Modulation of RNA splicing by small molecules
The human genome contains ~30,000 genes but only <14% were conventionally considered “druggable”. The major reasons for the low ratio include lack of proper small molecule binding site or low selectivity. However, the definition of druggable and undruggable genes is based on an assumption that a reasonable design of small molecule drug is through the specific interaction between the small molecule and the gene encoding protein. Targeting nucleic acids, one or two steps back in the central dogma, can potentially solve the undruggable problem but historically suffered from critics of lack of selectivity.
In recent years, RNA-targeting small molecules have been developed and optimized to overcome the specificity problem. Especially, two RNA-binding small molecule splicing regulators, RG-7916 and LMI-070, has been evaluated in clinical trials for the treatment of spinal muscular atrophy and demonstrated promising results. Our group is focused on this new pharmacological modality and aims at the discovery of splice site-specific RNA-targeting small molecules as biological probes or medicine.

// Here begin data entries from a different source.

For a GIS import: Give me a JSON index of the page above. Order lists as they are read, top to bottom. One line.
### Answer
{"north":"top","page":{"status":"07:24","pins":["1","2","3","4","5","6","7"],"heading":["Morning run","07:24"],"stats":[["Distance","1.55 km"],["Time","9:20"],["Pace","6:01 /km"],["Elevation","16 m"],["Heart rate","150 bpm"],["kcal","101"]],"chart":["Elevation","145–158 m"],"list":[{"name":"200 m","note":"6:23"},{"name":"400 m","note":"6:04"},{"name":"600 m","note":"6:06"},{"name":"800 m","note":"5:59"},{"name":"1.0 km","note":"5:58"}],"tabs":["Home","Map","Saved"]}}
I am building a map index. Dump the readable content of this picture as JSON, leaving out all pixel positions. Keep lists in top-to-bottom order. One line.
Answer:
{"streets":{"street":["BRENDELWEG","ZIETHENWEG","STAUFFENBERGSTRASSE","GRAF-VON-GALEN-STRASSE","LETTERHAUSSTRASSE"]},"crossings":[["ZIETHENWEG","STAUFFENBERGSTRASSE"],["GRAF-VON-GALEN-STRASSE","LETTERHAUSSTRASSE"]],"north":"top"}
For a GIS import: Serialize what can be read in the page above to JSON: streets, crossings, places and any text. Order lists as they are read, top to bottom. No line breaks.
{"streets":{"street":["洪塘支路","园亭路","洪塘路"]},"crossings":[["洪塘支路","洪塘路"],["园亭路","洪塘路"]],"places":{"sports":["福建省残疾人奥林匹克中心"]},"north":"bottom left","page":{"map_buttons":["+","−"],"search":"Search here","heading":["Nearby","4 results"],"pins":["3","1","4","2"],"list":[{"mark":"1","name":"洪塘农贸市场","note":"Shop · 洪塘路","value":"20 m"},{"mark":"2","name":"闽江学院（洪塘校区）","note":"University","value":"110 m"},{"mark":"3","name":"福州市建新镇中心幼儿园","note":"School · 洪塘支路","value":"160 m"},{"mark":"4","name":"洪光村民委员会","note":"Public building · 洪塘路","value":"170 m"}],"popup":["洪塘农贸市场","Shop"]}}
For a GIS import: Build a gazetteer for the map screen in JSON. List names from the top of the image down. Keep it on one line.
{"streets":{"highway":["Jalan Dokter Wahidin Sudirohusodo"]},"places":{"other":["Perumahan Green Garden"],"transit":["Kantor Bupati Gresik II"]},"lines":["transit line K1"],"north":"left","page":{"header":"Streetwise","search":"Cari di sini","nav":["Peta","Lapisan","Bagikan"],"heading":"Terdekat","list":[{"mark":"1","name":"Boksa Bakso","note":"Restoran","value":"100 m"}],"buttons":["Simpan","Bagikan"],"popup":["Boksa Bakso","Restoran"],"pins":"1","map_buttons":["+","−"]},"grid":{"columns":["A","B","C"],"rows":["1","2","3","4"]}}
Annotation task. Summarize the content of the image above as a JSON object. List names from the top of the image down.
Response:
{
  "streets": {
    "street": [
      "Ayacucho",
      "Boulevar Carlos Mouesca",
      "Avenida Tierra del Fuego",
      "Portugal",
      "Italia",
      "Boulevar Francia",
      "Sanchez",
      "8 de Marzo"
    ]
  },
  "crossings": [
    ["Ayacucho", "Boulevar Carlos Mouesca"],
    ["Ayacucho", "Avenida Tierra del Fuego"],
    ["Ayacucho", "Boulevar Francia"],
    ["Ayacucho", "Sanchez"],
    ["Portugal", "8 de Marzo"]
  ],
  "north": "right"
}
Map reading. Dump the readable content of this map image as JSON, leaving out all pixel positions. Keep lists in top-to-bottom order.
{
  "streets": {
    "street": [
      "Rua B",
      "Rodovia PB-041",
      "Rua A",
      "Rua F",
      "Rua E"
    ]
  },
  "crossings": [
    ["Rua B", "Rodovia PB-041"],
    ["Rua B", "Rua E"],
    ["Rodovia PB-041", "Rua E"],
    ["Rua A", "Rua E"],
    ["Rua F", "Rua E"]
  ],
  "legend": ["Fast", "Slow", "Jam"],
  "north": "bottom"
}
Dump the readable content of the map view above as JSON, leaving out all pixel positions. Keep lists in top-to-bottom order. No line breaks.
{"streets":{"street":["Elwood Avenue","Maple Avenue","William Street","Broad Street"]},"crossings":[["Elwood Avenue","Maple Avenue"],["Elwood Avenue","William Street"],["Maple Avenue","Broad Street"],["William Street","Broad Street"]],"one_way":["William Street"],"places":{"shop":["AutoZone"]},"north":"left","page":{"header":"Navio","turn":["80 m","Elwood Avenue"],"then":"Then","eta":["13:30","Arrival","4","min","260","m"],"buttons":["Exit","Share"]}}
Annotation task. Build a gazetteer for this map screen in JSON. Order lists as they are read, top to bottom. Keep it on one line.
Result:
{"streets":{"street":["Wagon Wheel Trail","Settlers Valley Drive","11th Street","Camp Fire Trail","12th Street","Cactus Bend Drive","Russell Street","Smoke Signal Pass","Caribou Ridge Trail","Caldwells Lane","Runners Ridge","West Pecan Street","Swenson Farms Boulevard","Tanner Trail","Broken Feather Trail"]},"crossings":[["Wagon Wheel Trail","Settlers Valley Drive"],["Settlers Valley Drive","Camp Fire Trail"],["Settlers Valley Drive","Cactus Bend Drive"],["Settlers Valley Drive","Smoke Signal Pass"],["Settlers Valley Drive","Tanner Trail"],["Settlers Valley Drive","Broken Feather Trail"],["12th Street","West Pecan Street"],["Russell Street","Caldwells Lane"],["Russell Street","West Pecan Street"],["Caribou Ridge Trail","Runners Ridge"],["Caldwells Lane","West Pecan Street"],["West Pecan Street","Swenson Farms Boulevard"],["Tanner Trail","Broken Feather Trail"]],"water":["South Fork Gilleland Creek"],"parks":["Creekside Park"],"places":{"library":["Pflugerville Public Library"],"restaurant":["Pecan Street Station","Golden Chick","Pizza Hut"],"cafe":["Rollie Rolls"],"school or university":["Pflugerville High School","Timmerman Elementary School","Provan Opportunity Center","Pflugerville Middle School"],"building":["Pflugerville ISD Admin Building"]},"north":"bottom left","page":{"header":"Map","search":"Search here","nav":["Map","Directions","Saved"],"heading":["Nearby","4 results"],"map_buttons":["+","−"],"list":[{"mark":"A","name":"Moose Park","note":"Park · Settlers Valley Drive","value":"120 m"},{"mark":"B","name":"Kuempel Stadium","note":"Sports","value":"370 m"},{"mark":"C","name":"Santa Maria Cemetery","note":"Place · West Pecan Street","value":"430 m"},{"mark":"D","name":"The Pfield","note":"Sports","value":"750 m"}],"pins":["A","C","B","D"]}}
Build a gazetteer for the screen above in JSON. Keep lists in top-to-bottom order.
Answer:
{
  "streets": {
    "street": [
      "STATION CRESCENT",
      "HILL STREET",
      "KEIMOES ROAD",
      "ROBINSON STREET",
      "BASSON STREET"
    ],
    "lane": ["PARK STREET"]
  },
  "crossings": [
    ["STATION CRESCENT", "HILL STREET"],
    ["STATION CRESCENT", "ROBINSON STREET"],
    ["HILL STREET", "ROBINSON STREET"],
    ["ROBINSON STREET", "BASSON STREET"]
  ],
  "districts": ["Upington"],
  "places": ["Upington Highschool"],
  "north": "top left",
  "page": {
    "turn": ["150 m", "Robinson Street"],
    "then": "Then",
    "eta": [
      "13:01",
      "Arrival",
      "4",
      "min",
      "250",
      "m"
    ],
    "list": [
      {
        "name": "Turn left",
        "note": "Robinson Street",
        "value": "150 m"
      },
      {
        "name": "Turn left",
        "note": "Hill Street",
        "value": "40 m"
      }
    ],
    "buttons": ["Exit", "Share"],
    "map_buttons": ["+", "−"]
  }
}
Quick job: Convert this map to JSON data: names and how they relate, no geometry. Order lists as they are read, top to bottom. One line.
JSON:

Exploring new methods to regulate innate immune response in mammalian cells
In the recent years, immuno-oncology has become a major direction for anti-cancer research, including the development of PD-1/PD-L1 monoclonal antibodies as checkpoint inhibitors. However, concerns have been raised regarding the low response rates (20-30%) for these therapies in solid tumor treatment, including blockbuster drugs Keytruda and Opdivo. One of the major reasons for the low response is the lack of activated T cell in the tumor microenvironment. Since the 1960’s, myriads of immune response agonists have been used to treat cancer, including BCG vaccines, IL-2 and TLR agonists, etc. Due to complexity of the innate immune response and the lack of true understanding of the mechanism of action, none of these methods can activate T cells in a safe, potent but controllable manner across larger numbers of patients.
Our group is interested in exploring innate immune response pathways in a chemical biology approach and uncovering new biological mechanisms and chemical space as immunotherapies.